Random numbers retrieval

The random numbers retrieval function receives generator\'s output data from its internal state. Retrieval of random numbers is done by taking the SHA-512 hash from a part of the pool, random generated blocks counter (getrand counter), and a size of a remaining part of a requested data (remaining length), and encryption of an obtained hash with AES-256 key, received from the keys pool. Getrand counter and remaining length are needed to eliminate the possibility of generation of two identical output blocks on a same content of the pool. A situation having the same content in the pool is an unlikely one, due to its mixing, nevertheless, I believe that an additional safety measure would only be of a benefit. The generation process can be presented as follows:

rand0 = SHA(pool0 || counter || length)
rand1 = SHA(pool1 || counter + 1 || length - 64)
...
randn = SHA(pooln || counter + n || length - 64*n)

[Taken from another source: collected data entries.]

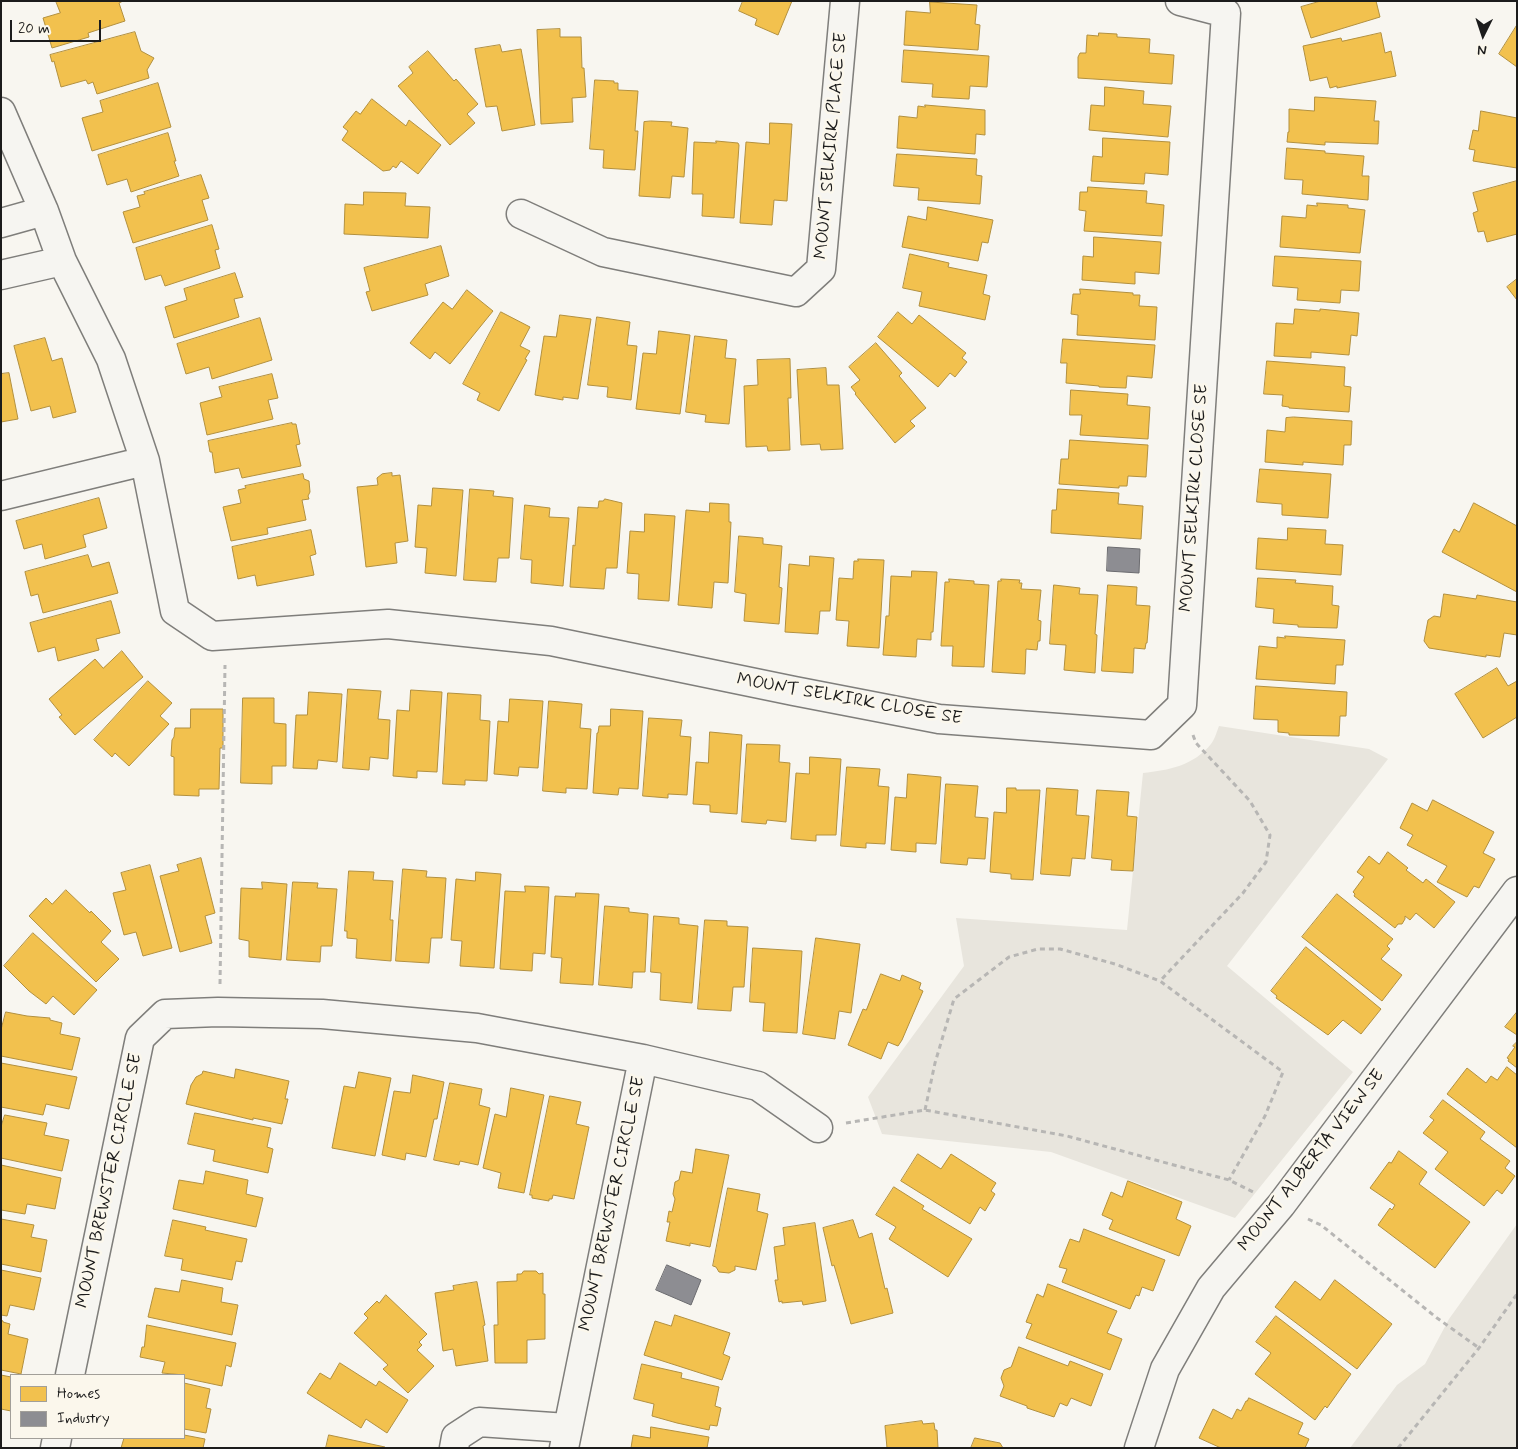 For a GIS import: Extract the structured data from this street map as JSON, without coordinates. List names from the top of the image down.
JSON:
{
  "streets": {
    "street": [
      "MOUNT SELKIRK PLACE SE",
      "MOUNT SELKIRK CLOSE SE",
      "MOUNT ALBERTA VIEW SE",
      "MOUNT BREWSTER CIRCLE SE"
    ]
  },
  "legend": ["Homes", "Industry"],
  "scale_bar": "20 m",
  "north": "bottom"
} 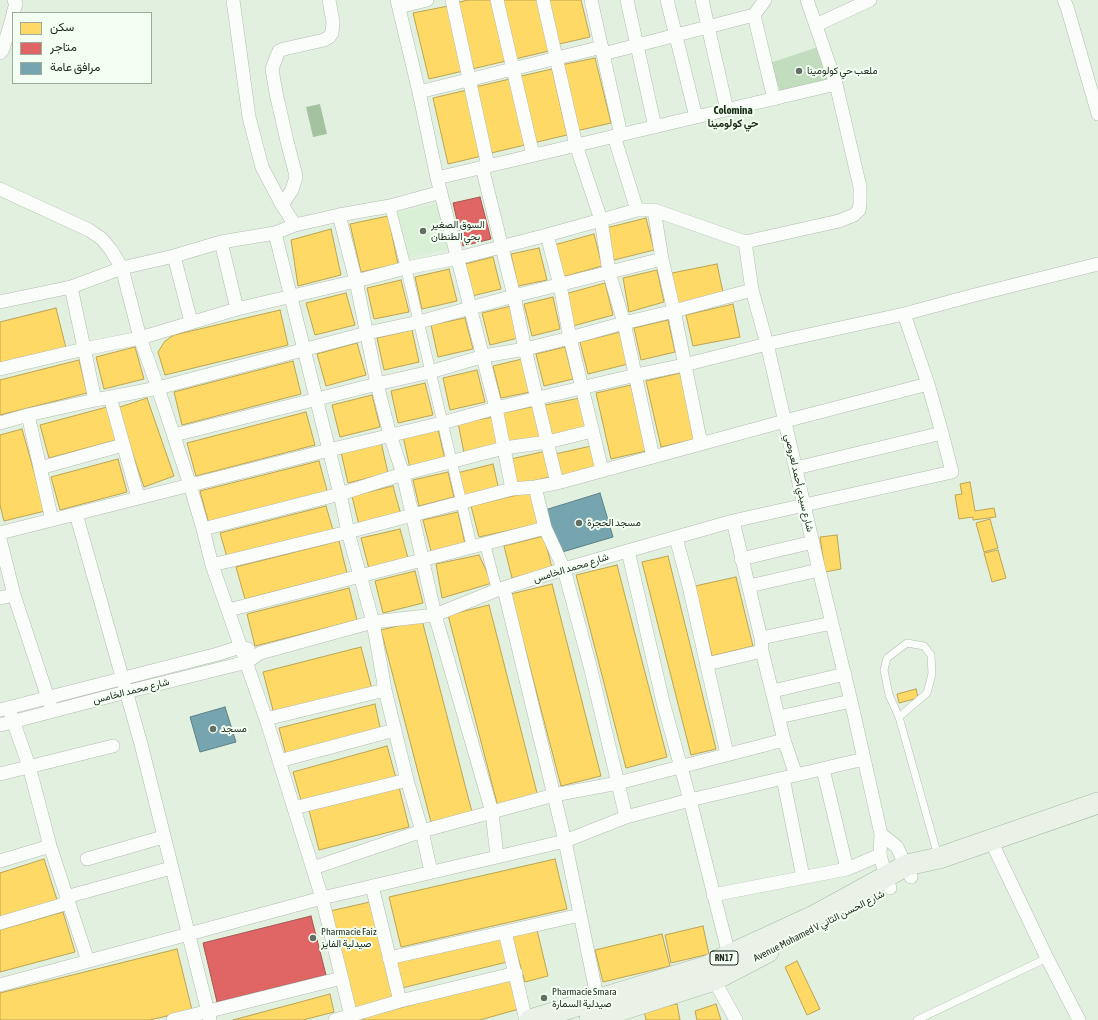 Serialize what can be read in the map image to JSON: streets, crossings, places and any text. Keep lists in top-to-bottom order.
{
  "streets": {
    "main road": ["Avenue Mohamed V شارع الحسن الثاني", "RN17"],
    "street": ["شارع سيدي أحمد لعروصي", "شارع محمد الخامس"]
  },
  "crossings": [
    ["شارع سيدي أحمد لعروصي", "شارع محمد الخامس"],
    ["شارع سيدي أحمد لعروصي", "Avenue Mohamed V شارع الحسن الثاني"],
    ["Avenue Mohamed V شارع الحسن الثاني", "RN17"]
  ],
  "districts": ["Colomina حي كولومينا"],
  "places": [
    "ملعب حي كولومينا",
    "السوق الصغير بحي الطنطان",
    "مسجد الحجرة",
    "مسجد",
    "Pharmacie Faiz صيدلية الفايز",
    "Pharmacie Smara صيدلية السمارة"
  ],
  "legend": ["سكن", "متاجر", "مرافق عامة"]
} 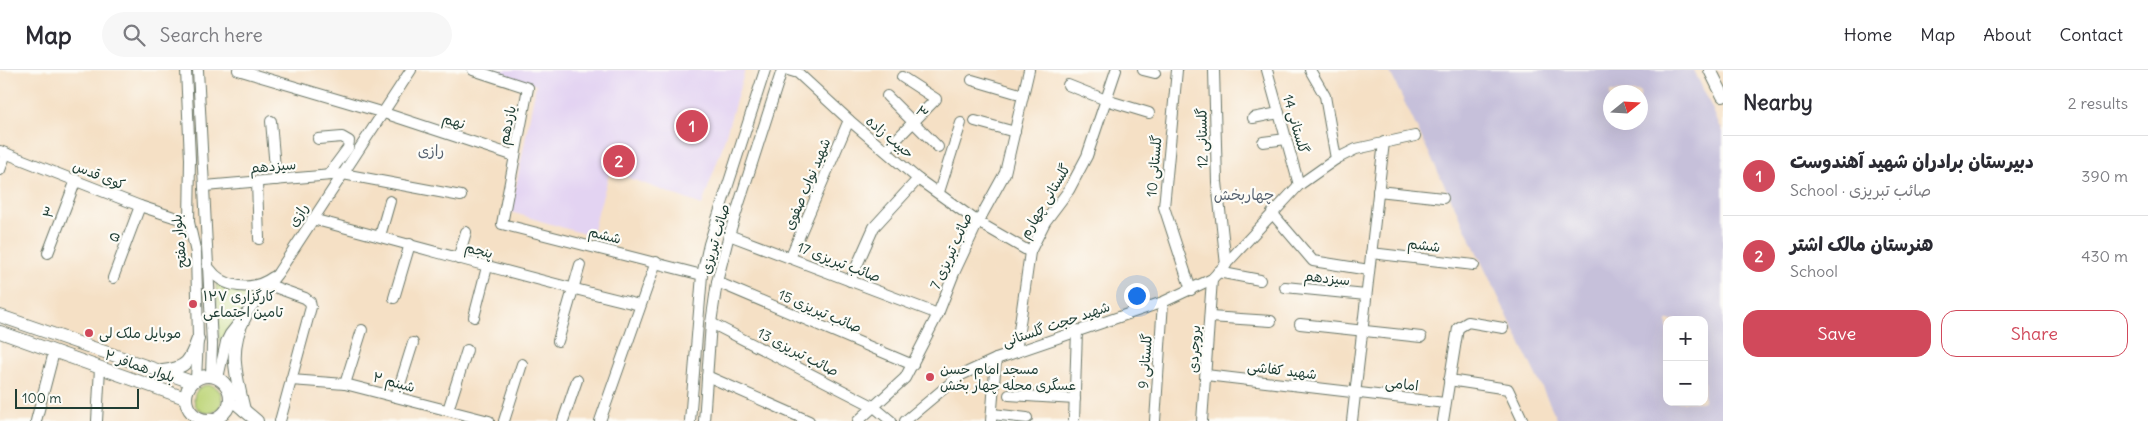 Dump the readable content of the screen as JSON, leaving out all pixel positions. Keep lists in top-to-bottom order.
{
  "streets": {
    "main road": ["بلوار همافر ۲"],
    "street": [
      "۳",
      "نهم",
      "گلستانی 14",
      "یازدهم",
      "حبیب زاده",
      "گلستانی 12",
      "سیزدهم",
      "گلستانی 10",
      "کوی قدس",
      "شهید نواب صفوی",
      "گلستانی چهارم",
      "رازی",
      "ششم",
      "۵",
      "صائب تبریزی",
      "بلوار مفتح",
      "پنجم",
      "صائب تبریزی 7",
      "صائب تبریزی 17",
      "صائب تبریزی 15",
      "شهید حجت گلستانی",
      "بروجردی",
      "صائب تبریزی 13",
      "گلستانی 9",
      "شهید کفاشی",
      "شبنم ۲",
      "امامی"
    ]
  },
  "crossings": [
    ["۳", "کوی قدس"],
    ["نهم", "یازدهم"],
    ["نهم", "رازی"],
    ["گلستانی 14", "شهید حجت گلستانی"],
    ["یازدهم", "ششم"],
    ["حبیب زاده", "شهید نواب صفوی"],
    ["حبیب زاده", "گلستانی چهارم"],
    ["حبیب زاده", "صائب تبریزی 7"],
    ["گلستانی 12", "شهید حجت گلستانی"],
    ["گلستانی 12", "بروجردی"],
    ["سیزدهم", "رازی"],
    ["سیزدهم", "بلوار مفتح"],
    ["گلستانی 10", "شهید حجت گلستانی"],
    ["کوی قدس", "۵"],
    ["کوی قدس", "بلوار مفتح"],
    ["شهید نواب صفوی", "صائب تبریزی 17"],
    ["گلستانی چهارم", "شهید حجت گلستانی"],
    ["رازی", "بلوار مفتح"],
    ["رازی", "پنجم"],
    ["رازی", "بلوار همافر ۲"],
    ["ششم", "صائب تبریزی"],
    ["صائب تبریزی", "صائب تبریزی 17"],
    ["صائب تبریزی", "صائب تبریزی 15"],
    ["صائب تبریزی", "صائب تبریزی 13"],
    ["بلوار مفتح", "بلوار همافر ۲"],
    ["صائب تبریزی 7", "صائب تبریزی 17"],
    ["صائب تبریزی 7", "صائب تبریزی 15"],
    ["صائب تبریزی 7", "صائب تبریزی 13"],
    ["شهید حجت گلستانی", "بروجردی"],
    ["شهید حجت گلستانی", "گلستانی 9"],
    ["بروجردی", "شهید کفاشی"],
    ["شهید کفاشی", "امامی"]
  ],
  "districts": ["رازی", "چهاربخش"],
  "places": ["کارگزاری ۱۲۷ تامین اجتماعی", "موبایل ملک لی", "مسجد امام حسن عسگری محله چهار بخش"],
  "scale_bar": "100 m",
  "north": "right",
  "page": {
    "header": "Map",
    "search": "Search here",
    "nav": [
      "Home",
      "Map",
      "About",
      "Contact"
    ],
    "heading": ["Nearby", "2 results"],
    "pins": ["1", "2"],
    "list": [
      {
        "mark": "1",
        "name": "دبیرستان برادران شهید آهندوست",
        "note": "School · صائب تبریزی",
        "value": "390 m"
      },
      {
        "mark": "2",
        "name": "هنرستان مالک اشتر",
        "note": "School",
        "value": "430 m"
      }
    ],
    "buttons": ["Save", "Share"],
    "map_buttons": ["+", "−"],
    "scale": "100 m"
  }
} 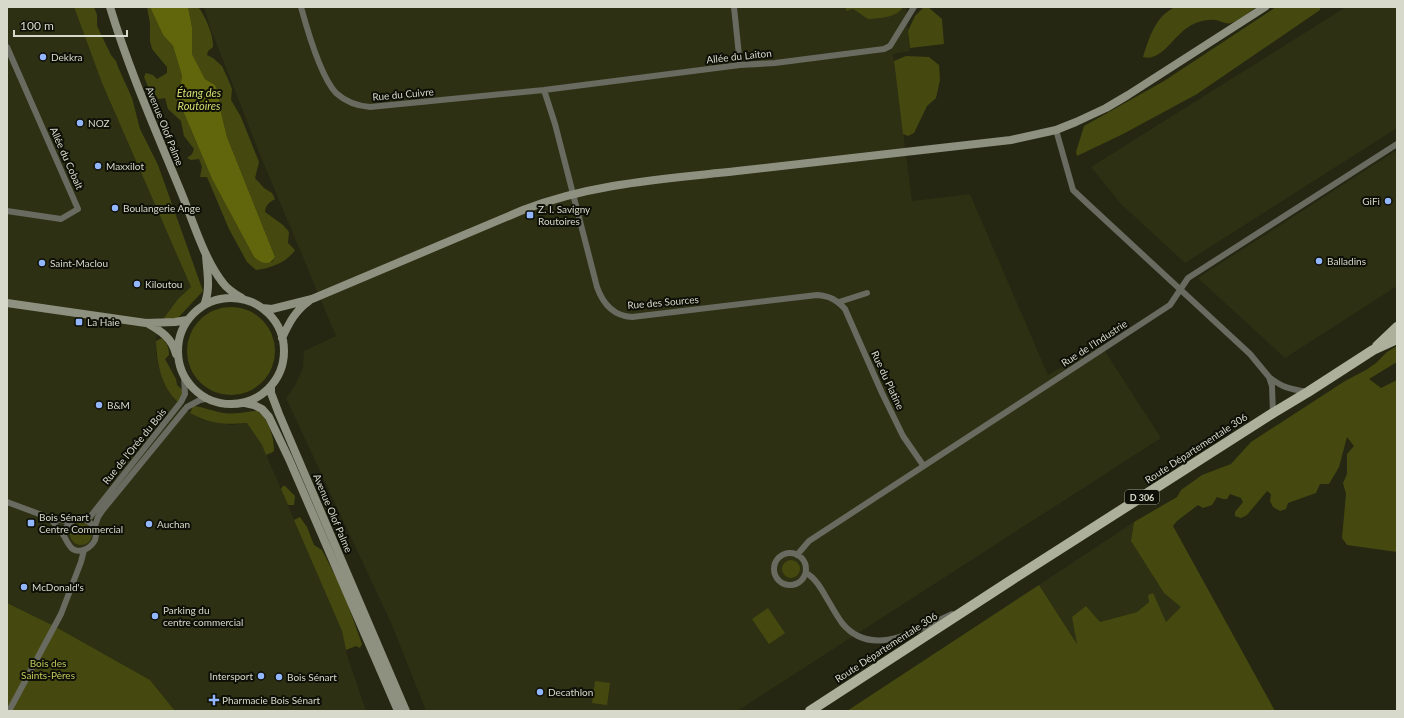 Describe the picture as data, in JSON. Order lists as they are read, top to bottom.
{
  "streets": {
    "main road": ["Avenue Olof Palme", "Route Départementale 306", "D 306"],
    "street": [
      "Allée du Laiton",
      "Rue du Cuivre",
      "Allée du Cobalt",
      "Rue des Sources",
      "Rue de l'Industrie",
      "Rue du Platine",
      "Rue de l'Orée du Bois"
    ]
  },
  "crossings": [
    ["Allée du Laiton", "Rue du Cuivre"],
    ["Allée du Laiton", "Rue des Sources"],
    ["Rue du Cuivre", "Rue des Sources"],
    ["Avenue Olof Palme", "Rue de l'Orée du Bois"],
    ["Rue des Sources", "Rue du Platine"],
    ["Rue de l'Industrie", "Rue du Platine"],
    ["Route Départementale 306", "D 306"]
  ],
  "water": ["Étang des Routoires"],
  "parks": ["Bois des Saints-Pères"],
  "places": {
    "other": [
      "Dekkra",
      "NOZ",
      "Maxxilot",
      "GiFi",
      "Boulangerie Ange",
      "Balladins",
      "Saint-Maclou",
      "Kiloutou",
      "B&M",
      "Auchan",
      "McDonald's",
      "Parking du centre commercial",
      "Intersport",
      "Bois Sénart",
      "Decathlon"
    ],
    "transit": ["Z. I. Savigny Routoires", "La Haie", "Bois Sénart Centre Commercial"],
    "health": ["Pharmacie Bois Sénart"]
  },
  "scale_bar": "100 m"
}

In the process of retrieval of every 512 bits of data, twice, a gathering of additional entropy takes place. After reaching the maximum possible n (having the 640 bytes pool size, it equals 10), pool mixing takes place, and the subsequently issued data will not be truly random, but partially pseudorandom. The strength of this construction to withstand a risk of being compromised, having minor values of an effective entropy (that is, pseudorandom numbers), is based on the total strength of SHA-512 and AES-256, that gives a strength reserve even in a case of fully breaking of one of these cryptoprimitives. The source code for number retrieval from the pool, you can find in the function rnd_get_bytes.

Sources of entropy

Sources of entropy, - is the RNG element, the importance of which is hard to overvalue. It is precisely these sources that are responsible for an effective entropy, which is accumulated by RNG, and consequently, an effective entropy of generated keys. Howsoever good the entropy retrieval algorithm might be, but a poor source of entropy can place the RNG security in jeopardy. And vice versa, - a good source of randomness, in some cases, may "stretch" the security of a weak retrieval algorithm. Sources of entropy should be approached to with a much greater paranoia, than the RNG algorithm, as the strength of these sources is practically non-provable and can vary by many magnitudes on different assumptions about an attacker\'s resources and potential. So therefore, it is prudent to follow the rule of "You can\'t spoil a good thing. Plenty is no plague." And thus, it is best to use as many different sources of randomness, as possible. Adding another additional source, will not lower the strength, but only might to increase it, in certain cases. Consequently, what is needed here, is - redundancy, more redundancy, and even more redundancy.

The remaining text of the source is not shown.